At night the cold was more severe again, and the thermometer sank to −30.3°. The sick mule sought shelter behind the men’s tent, lay down at once, and gave vent to a piteous sound. I went out to look at it, and caused it to be put out of its misery.
| 310. My Dying Pony. Sketched by the Author. |
On the morning of the 28th we found two horses dead on the grass. One was one of the veterans of Leh which Robert had ridden, and which also bore me to the springs in the Sutlej bed. We had now only twenty-three animals left, and my small white Ladaki was the last of the veterans. Little I thought, as he carried me over the Chang-lung-yogma, that he would survive a hundred and fifty comrades. Every morning two long icicles hung down from his nostrils. He was taken great care of, and I always saved a piece of bread from my breakfast for him. I had a particular affection for him and for Brown Puppy. They had been with me so long, and had passed through so many adventures.
A loss of three animals in one day was serious for such a caravan as ours. How would it all end? We had still an immense distance before us. We struggled for three hours with halting steps up this terrible pass which had a height of 18,281 feet. We encamped in the shelter of a rock and killed the last worn-out sheep, and then had no live store of meat.
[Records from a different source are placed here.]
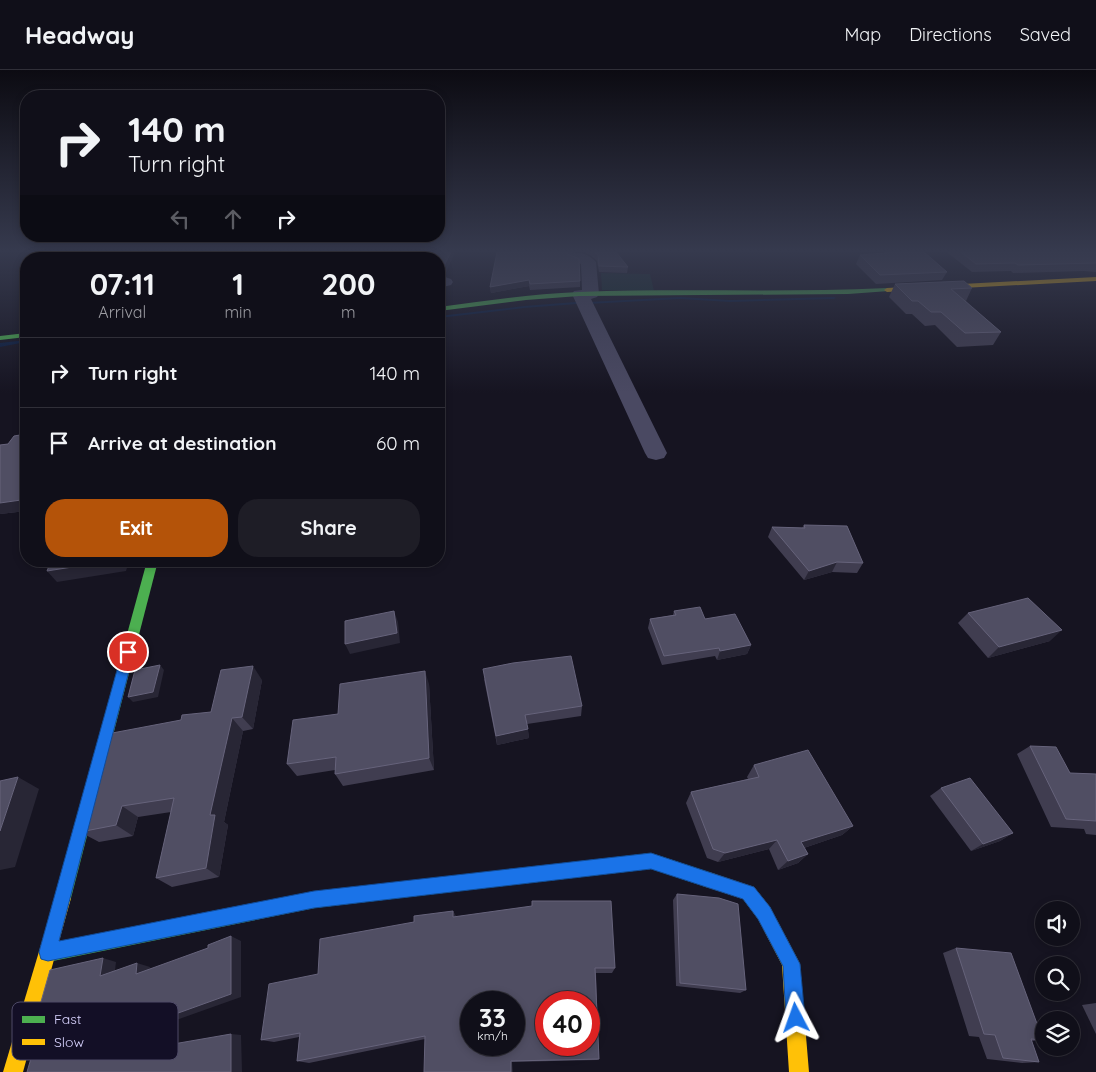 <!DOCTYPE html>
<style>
:root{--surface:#100f19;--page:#1e1d26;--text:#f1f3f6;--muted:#9c9ca2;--line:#302f38;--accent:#b45309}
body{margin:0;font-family:Quicksand,sans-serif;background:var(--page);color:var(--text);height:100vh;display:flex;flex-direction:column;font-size:19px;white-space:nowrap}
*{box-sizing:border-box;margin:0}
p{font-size:16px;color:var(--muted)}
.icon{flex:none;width:28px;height:28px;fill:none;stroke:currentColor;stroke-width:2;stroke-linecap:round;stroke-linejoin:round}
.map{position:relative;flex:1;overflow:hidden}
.details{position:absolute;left:20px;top:182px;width:425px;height:315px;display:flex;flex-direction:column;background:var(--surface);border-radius:20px;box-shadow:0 2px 8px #0003,0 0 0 1px var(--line)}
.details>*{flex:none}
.hud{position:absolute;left:20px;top:20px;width:425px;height:152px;border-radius:20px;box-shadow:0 2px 8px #0003,0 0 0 1px var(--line);background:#100f19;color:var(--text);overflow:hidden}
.tools{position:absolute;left:1035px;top:831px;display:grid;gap:10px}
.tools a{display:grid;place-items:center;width:45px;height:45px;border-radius:50%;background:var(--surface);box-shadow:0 2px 8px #0003,0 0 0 1px var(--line);font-size:25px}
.speed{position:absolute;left:460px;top:921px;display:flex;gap:10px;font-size:25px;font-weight:700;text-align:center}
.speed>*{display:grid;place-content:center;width:65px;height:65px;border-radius:50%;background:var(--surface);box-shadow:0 2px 8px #0003,0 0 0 1px var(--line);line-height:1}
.speed small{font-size:12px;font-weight:400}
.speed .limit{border:8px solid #d22;background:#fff;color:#111}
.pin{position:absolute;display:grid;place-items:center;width:42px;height:42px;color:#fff;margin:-21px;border:2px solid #fff;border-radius:50%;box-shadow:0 1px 5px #0007}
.me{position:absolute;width:55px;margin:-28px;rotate:356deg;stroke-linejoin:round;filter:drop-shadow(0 0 4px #0008)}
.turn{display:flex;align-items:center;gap:18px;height:105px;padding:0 25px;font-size:22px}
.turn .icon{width:65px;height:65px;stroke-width:2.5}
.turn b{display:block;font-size:35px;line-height:42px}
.lanes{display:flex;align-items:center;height:48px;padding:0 25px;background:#0003;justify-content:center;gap:25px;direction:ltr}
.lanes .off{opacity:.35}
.eta{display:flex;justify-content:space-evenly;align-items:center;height:85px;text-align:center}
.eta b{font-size:30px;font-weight:700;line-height:35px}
.action{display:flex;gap:10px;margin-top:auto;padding:10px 25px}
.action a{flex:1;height:58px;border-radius:20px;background:var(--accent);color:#fff;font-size:20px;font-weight:700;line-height:58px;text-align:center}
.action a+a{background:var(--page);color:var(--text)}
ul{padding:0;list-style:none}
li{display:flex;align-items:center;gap:15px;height:70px;padding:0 25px;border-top:1px solid var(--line)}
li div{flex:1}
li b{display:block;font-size:19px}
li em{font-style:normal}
header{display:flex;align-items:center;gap:30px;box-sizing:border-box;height:70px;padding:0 25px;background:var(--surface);border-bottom:1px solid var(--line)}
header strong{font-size:24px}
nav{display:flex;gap:28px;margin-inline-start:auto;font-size:18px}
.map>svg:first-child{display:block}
</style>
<header>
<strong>Headway</strong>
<nav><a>Map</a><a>Directions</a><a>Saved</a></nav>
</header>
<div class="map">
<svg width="1096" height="1002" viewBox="0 0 1096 1002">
<rect width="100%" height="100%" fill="#161421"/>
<path fill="#132c2d" d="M601,203L650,204L654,221L602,220Z"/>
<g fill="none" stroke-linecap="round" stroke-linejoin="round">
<g fill="#0b1e41" fill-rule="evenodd">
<path d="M680,227L730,230L834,227L836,228L834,229L730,232L680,229L588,234L586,233L588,232Z"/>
<path d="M575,232H577V234L524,238L439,248V246L524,236Z"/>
<path d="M26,270V272L0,277V273Z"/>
</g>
<g fill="#4a4962" fill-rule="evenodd">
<path d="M559,182C572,182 587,181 596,192L599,224L597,227L591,229L667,383L664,388L656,390L648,388L645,383L572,224L574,221L582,220L581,194L561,185Z"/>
<path d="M445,207L451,209L453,212L451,215L439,218V208Z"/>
</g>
<g fill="#4caf50" fill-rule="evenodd">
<path d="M887,218L890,220L889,221L848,224L579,226L526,230L439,241V237C485,231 532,224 579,222C682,218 784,223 887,218Z"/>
<path d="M26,263V267L0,270V266Z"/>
<path d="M147,491H158L71,828L69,834L63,836L57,834L55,828Z"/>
<path d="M651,783L715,804L717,810L715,816L709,818L651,799L315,838L48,892L42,889L39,883L42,877L48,874L315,822Z"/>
</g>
<g fill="#ffc107" fill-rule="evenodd">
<path d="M1096,207V211L887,222L884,220L887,218Z"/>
<path d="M709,802L754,817L770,837L797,888L800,894L809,1002H789L782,895L758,849L743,829L703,816L701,810L703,804Z"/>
<path d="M63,820L69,822L71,828L23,1002H3L55,828L57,822Z"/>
</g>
</g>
<g fill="#403d50">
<path d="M497,182L580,211V217L530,220L529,216L491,223L490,217Z"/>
<path d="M583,182H616L628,197L627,203L599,202L597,191L589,184Z"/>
<path d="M948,182H1096V202L1084,201L1013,203L1011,201L972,202L948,183Z"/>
<path d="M860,185L947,202L942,210L876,214L856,194Z"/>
<path d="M895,214L972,218L966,231L1001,262L993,275L957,277L935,255L925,256L912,244H906L889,227Z"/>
<path d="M26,364V441L0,444V375L8,374Z"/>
<path d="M804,455L863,493L857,503L832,502L804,510L768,467L772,457L802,458Z"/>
<path d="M674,541L705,549L751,575L747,584L717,590L715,586L662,595L648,558L650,549L673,545Z"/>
<path d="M968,543L1050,571L988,588L958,553Z"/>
<path d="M484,609L582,636L581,646L527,654L529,668L497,675Z"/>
<path d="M262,610L253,659L243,661L224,752L228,755L219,807L172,817L156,808L171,742L138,747L133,766L99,772L80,762L181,650L211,642Z"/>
<path d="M429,614L434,700L343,716L335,704V700L297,706L287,694L338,644Z"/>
<path d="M1030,676L1070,703L1096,704V765L1086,764L1084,759L1051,757L1017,684Z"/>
<path d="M754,695L853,756L842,765L804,778L808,784L798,793L778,800L769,779L718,792L707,788L686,733L691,722L748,709L747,707Z"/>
<path d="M941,718L1013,763L1000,771L971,781L930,726Z"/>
<path d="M677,824L746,920L740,923L676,916L673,830Z"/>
<path d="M453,841L456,847L615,898L612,903H596L599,989L597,990L512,992L425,969L309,993L297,991L299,967L274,972L261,970L318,904L414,852Z"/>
<path d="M956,878L1043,970L1032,971L1039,992L1022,993L987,989L979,967L969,966L943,883Z"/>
<path d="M1096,933V964L1082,935Z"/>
</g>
<g fill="#282635">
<path d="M253,182H256V189L253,187Z"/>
<path d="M451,182H455L445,205L439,207V197Z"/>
<path d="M529,210V216L491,223L490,217Z"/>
<path d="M22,428L26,432V441L0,444V433Z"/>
<path d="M110,491H129L126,501L57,512L47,501Z"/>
<path d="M837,492L832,502L804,510L809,501Z"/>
<path d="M394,541L398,552L400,573L350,584L345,574Z"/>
<path d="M1062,560L1050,571L988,588L999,577Z"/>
<path d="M751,575L747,584L717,590L720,581Z"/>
<path d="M160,595L164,600L158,627L133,632L128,627Z"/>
<path d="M253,596L262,610L253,659L242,647Z"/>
<path d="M425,601L429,614L434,700L429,688Z"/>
<path d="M232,648L243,661L224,752L228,755L219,807L206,798L210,745Z"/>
<path d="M528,659L529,668L497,675L496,666Z"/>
<path d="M18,707L39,719L15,797L0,800V761Z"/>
<path d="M122,736L138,747L133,766L116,755Z"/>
<path d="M853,756L842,765L792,782L801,772Z"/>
<path d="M1013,763L1000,771L971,781L983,774Z"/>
<path d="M777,770L769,779L718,792L725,783Z"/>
<path d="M808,784L798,793L778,800L788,791Z"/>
<path d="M453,841L457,848L453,847Z"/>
<path d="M231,866L241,871V927L120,970L124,986L110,985L106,969Z"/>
<path d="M103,888L116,892L114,909L100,906Z"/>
<path d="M137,893L150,897L148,908L136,904Z"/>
<path d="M231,964L241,965L242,1002H231Z"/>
<path d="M511,991L512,992L513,1002H511Z"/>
</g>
<g fill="#504e63" stroke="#66637b" fill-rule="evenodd">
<path d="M186,182H253V187L306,182H451L444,196L439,197V189H160V185Z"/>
<path d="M497,182H563L579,189L580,211L530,214L529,210L490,217Z"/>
<path d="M594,182H616L628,197L599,196L598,185Z"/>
<path d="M896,182H924L947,202L880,205L860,185Z"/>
<path d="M961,182H1096V193L1018,195L1015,193L976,194Z"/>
<path d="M964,211L972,218L951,219L1001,262L965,263L941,242H931L918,231H912L895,214Z"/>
<path d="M26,364V427L22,428L21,430L0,433V375L8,374L14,366Z"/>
<path d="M804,455L847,456L863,493L837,492L809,501L772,457L805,458Z"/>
<path d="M51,491H110L47,501Z"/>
<path d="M1028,528L1062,560L999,577L968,543Z"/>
<path d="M700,537L705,549L735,544L751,575L720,581L719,578L664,586L650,549L676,545L674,541Z"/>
<path d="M394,541L397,563L345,574V551Z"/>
<path d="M571,586L582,636L525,645L528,659L496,666L483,599L513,593Z"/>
<path d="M160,595L153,622L128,627L135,600Z"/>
<path d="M253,596L242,647L232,648L210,745H215L206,798L156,808L174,728L122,736L116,755L80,762L107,664L181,650L182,645L211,642L221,600Z"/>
<path d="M425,601L429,688L335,704L336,687L287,694L293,650L338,644L340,614Z"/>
<path d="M1030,676L1056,677L1070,703L1096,704V751L1066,749Z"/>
<path d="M808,680L853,756L801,772L808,784L788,791L777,770L725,783L713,779L691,722L759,707L754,695Z"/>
<path d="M18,707L0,761V711Z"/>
<path d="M970,708L1013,763L983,774L941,718Z"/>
<path d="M677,824L719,828L738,834L746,920L680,913Z"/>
<path d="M532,831H611L615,898H595L599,989L511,991V1002H424L425,966L297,991L300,963L261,970L269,914L318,904L320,869L414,852V846L453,841V847L532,836ZM471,932H514V975H471ZM546,932H589V975H546Z"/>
<path d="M231,866V924L106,969L110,985L231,964V1002H27L32,985L25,988L50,900L103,888L100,906L137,893L136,904L208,878V875Z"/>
<path d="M956,878L1011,883L1043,970L1031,969L1039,992L1003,988L995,965L984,964Z"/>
</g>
<linearGradient id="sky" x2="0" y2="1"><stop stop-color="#0c0b12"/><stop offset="0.56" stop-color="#363a4e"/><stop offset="1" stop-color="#363a4e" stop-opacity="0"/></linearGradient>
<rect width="1096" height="323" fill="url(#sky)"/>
<path fill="#1a73e8" stroke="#114b97" d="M128,577L132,579L134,582L59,871L314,821L651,783L754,817L770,837L800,894L805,948L802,955L796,958L789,955L786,948L783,896L758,849L743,829L651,799L314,838L48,891L41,889L39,882L122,582L124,579Z"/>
<rect x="12" y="932" width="166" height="58" rx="8" fill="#130f26" stroke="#4e4a67" stroke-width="1"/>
<rect x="22" y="946" width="23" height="7" fill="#4caf50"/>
<rect x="22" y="969" width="23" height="6" fill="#ffc107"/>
<g font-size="14" fill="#d9d4ff">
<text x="54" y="954">Fast</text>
<text x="54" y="977">Slow</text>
</g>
</svg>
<div class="tools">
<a><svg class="icon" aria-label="sound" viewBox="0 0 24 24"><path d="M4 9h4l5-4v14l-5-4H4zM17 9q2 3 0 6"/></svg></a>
<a><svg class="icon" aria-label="search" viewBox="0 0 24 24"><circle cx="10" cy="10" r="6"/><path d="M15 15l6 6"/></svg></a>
<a><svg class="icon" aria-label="layers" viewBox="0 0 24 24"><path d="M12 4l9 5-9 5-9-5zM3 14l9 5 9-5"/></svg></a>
</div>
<div class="speed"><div>33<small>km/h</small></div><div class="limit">40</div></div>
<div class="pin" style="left:128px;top:582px;background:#d93025"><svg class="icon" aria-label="arrive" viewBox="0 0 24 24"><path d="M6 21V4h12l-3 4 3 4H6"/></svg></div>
<svg class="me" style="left:796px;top:948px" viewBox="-20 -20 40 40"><path d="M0-17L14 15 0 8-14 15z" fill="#1a73e8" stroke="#fff" stroke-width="4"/></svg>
<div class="hud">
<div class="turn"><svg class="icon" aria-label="right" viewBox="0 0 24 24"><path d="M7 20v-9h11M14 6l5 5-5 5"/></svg><div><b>140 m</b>Turn right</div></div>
<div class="lanes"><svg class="icon off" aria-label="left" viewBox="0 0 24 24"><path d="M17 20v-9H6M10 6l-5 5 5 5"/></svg><svg class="icon off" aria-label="ahead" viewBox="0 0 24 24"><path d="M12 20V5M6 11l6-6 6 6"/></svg><svg class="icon" aria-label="right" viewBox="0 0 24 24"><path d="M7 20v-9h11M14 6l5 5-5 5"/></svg></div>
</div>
<section class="details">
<div class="eta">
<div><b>07:11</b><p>Arrival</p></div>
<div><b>1</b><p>min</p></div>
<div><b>200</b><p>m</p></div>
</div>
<ul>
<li><svg class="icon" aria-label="right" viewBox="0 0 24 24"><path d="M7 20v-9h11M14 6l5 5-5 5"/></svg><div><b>Turn right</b></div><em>140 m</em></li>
<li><svg class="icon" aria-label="arrive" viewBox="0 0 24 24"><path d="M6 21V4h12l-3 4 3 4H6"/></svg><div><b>Arrive at destination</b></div><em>60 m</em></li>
</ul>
<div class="action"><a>Exit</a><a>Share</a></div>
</section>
</div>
The temperature fell to −24.5°, and the first sound I heard in the morning of the 29th was the everlasting howl of the storm. We marched south-eastwards through snow a foot deep. “One of our worst days,” it is styled in my diary. We cared about nothing except to get to our camp alive. I had a scarf wound several times over my face, but it was quickly turned into a sheet of ice, which cracked when I turned my head. I tried to smoke a cigarette, but it froze on to my lips. Two horses died on the way, and Abdul Kerim’s horse took over the load of one of them, while the man himself went on foot like the others. I followed the track of the caravan with Kutus. Then we found Kunchuk Sonam and Suen unable to go further; they suffered from pains at the heart. I tried to cheer them up, and promised to give them medicine if they would follow slowly in the track of the caravan. Was it now the turn of the men after half the caravan had been lost? Quite overcome with fatigue they hobbled at twilight into camp.
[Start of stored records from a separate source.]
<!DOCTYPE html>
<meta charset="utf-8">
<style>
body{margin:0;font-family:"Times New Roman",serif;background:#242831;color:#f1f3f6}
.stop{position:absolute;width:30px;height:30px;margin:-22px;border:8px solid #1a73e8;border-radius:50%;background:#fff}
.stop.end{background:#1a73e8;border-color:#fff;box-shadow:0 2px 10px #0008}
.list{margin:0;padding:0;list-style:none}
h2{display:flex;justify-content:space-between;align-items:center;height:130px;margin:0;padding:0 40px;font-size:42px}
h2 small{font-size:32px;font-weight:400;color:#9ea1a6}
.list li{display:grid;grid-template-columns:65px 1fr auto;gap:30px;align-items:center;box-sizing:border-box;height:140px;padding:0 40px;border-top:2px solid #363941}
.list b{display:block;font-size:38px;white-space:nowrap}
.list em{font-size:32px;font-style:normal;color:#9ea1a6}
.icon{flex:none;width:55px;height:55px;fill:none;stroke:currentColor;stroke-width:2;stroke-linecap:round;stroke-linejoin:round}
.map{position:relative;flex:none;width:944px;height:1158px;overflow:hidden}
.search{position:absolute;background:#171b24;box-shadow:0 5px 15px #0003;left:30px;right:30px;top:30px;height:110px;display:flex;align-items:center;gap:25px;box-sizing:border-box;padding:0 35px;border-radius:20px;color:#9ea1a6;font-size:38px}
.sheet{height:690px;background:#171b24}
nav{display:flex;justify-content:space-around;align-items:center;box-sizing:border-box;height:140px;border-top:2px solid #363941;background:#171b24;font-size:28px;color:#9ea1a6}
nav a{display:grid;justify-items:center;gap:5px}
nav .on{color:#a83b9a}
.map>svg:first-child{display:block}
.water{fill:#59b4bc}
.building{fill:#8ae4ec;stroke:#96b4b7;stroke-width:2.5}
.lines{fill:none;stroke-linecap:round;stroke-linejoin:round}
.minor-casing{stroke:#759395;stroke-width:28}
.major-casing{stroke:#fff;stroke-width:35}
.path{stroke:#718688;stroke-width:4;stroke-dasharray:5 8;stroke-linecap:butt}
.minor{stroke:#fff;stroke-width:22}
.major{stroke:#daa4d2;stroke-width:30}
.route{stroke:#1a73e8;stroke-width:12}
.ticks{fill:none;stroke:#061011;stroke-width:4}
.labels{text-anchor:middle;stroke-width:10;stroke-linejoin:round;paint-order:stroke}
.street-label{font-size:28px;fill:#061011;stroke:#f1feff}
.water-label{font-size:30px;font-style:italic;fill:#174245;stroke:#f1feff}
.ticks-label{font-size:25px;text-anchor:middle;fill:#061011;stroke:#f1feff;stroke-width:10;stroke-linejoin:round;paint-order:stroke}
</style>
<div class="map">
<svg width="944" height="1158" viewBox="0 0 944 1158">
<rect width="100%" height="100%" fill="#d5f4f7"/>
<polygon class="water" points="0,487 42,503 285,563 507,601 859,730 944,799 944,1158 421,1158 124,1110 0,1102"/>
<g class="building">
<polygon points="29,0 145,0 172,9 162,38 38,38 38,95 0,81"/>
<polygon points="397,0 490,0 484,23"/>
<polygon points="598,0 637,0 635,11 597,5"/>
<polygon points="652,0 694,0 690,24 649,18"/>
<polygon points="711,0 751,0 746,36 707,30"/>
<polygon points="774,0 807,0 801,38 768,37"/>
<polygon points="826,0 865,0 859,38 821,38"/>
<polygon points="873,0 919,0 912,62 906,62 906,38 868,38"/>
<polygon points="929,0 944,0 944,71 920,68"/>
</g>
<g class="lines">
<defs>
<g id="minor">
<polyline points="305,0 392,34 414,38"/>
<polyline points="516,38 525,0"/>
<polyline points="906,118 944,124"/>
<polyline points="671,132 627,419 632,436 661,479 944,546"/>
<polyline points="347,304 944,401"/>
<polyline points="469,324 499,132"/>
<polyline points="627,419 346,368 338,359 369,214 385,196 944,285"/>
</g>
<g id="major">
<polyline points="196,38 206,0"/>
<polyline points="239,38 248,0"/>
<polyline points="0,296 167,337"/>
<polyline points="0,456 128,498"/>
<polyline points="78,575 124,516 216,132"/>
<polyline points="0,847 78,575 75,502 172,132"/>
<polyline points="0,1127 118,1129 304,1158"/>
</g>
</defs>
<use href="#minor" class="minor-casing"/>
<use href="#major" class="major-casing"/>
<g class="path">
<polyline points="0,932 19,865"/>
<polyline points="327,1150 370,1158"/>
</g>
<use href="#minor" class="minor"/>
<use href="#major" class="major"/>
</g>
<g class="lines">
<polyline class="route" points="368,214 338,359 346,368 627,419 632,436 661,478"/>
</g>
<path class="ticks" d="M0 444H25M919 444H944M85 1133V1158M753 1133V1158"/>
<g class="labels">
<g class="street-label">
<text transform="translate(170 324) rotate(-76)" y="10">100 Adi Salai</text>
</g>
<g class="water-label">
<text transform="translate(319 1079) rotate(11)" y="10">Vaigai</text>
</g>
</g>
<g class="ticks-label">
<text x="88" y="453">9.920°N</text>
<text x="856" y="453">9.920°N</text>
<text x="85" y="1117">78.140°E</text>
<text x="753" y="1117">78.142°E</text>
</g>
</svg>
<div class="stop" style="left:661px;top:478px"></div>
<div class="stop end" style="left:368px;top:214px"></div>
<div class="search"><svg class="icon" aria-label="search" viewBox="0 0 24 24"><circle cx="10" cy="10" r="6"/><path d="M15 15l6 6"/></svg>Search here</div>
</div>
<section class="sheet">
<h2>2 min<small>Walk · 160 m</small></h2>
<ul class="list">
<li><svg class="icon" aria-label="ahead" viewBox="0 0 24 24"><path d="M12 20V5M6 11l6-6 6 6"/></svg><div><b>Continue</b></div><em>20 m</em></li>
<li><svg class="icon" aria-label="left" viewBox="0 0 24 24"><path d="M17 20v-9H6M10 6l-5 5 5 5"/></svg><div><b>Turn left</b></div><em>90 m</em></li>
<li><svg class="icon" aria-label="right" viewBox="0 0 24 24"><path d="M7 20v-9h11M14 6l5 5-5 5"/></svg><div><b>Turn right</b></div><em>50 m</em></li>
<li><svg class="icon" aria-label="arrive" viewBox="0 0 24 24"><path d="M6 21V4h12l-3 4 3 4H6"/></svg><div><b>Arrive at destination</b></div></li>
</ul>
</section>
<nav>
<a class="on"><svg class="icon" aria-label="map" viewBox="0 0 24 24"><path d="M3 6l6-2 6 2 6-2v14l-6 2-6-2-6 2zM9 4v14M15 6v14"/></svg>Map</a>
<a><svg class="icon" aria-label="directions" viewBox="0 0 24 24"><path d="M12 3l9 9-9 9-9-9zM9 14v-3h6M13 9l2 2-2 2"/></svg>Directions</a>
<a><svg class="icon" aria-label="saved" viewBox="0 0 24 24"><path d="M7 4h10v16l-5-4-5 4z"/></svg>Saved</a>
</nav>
Abdul Kerim came into my tent very cast down and asked if we should fall in with nomads within ten days, for otherwise he considered our condition desperate. In truth, I could give him no consolation, but could only tell him that we must go on as long as there was a single mule left, and then try to drag ourselves along to the nomads with as much food as we could carry. Now we thought no longer of pursuers behind, or of dangers before us, but only wished to preserve our lives and come to country where we could find means of subsistence. Behind us the snow obliterated our tracks, and the future awaited us with its impenetrable secrets.